A number of features that are present in languages like C, and some
that are still present in more safety-conscious languages like Java,
are disallowed or seriously restricted in Rust. To compensate, Rust
endeavors to be a sufficiently rich language that those features are
not necessary. One way to look at this focus is that it endeavors to
produce compile-time errors where other languages would generate
runtime errors (or core dumps). This not only reduces costs at
runtime, but should decrease the number of support calls from
customers.
A large part of this richness is embodied in the type system. Rust
has many of the same sorts of types that other languages do
(structures, arrays, pointers, etc.), but they are often, as we shall
see, somewhat narrower or more restricted than is common. Coupled
with this are various ways to broaden a type, in a controlled way, so
that its shape fits more closely to what the programmer really wants
to say.
And for those cases where Rust turns out not to be sufficiently rich,
there is a loophole.
Rigidly defined areas of doubt and uncertainty
In a move that strongly echos the "System" module in Modula-2 (which
provides access to so-called "low-level" functionality), Rust allows
functions and code sections to be declared as "unsafe". Many of the
restrictions that serve to make Rust a safer language do not apply
inside "unsafe" code.
This could be viewed as an admission of failure to provide a truly
safe language, however that view would be overly simplistic. In the
first place, Gödel's
incompleteness theorem seems to suggest that
any programming language which is rich enough to say all that we
might want to say is also so rich that it cannot possibly be
considered to be "safe". But on a more practical level, a moment's
thought will show that code inside the language compiler itself is
deeply "unsafe" in the context of the program that it generates. A
bug there could easily cause incorrect behavior without any hope of a
compiler being able to detect it. So complete safety is impossible.

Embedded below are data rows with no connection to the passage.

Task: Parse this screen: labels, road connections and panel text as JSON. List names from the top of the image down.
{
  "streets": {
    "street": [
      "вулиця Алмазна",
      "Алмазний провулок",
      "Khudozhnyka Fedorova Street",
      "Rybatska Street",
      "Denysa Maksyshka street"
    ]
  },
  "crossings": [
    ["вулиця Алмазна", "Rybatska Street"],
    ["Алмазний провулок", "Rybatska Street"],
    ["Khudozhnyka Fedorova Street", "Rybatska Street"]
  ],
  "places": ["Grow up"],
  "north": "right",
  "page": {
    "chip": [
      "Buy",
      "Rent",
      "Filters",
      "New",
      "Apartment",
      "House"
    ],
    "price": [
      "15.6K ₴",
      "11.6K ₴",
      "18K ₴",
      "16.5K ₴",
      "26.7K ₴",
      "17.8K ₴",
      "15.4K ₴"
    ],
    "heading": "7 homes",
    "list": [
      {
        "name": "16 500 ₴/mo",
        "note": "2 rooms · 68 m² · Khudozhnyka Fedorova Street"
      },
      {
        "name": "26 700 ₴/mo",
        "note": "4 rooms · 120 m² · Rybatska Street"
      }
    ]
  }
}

Given that the reality of "unsafe" code is unavoidable, it is not
unreasonable to allow some of it to appear in the target program, or
in libraries written in the target language, instead of all of it
being in the compiler. This choice to have the language be safe
by default allows most code to be safe while providing clearly
defined areas where unchecked code is allowed. This, at the very
least, makes it easier to identify which areas of code need particular
attention in code reviews.
If we look at the
Rust compiler,
which itself is written in Rust, we
find that of the 111 source code files (i.e. the src/librustc
directory tree, which excludes the library and runtime support), 33 of
them contain the word "unsafe". 30% of the code being potentially
unsafe may seem like a lot, even for a compiler, but 70% being
guaranteed not to contain certain classes of errors certainly sounds
like a good thing.
Safer defaults
As we turn to look at the particular ways in which Rust encourages
safe code, the first is not so much a restriction as a smaller scale
version of the choice to default to increased safety.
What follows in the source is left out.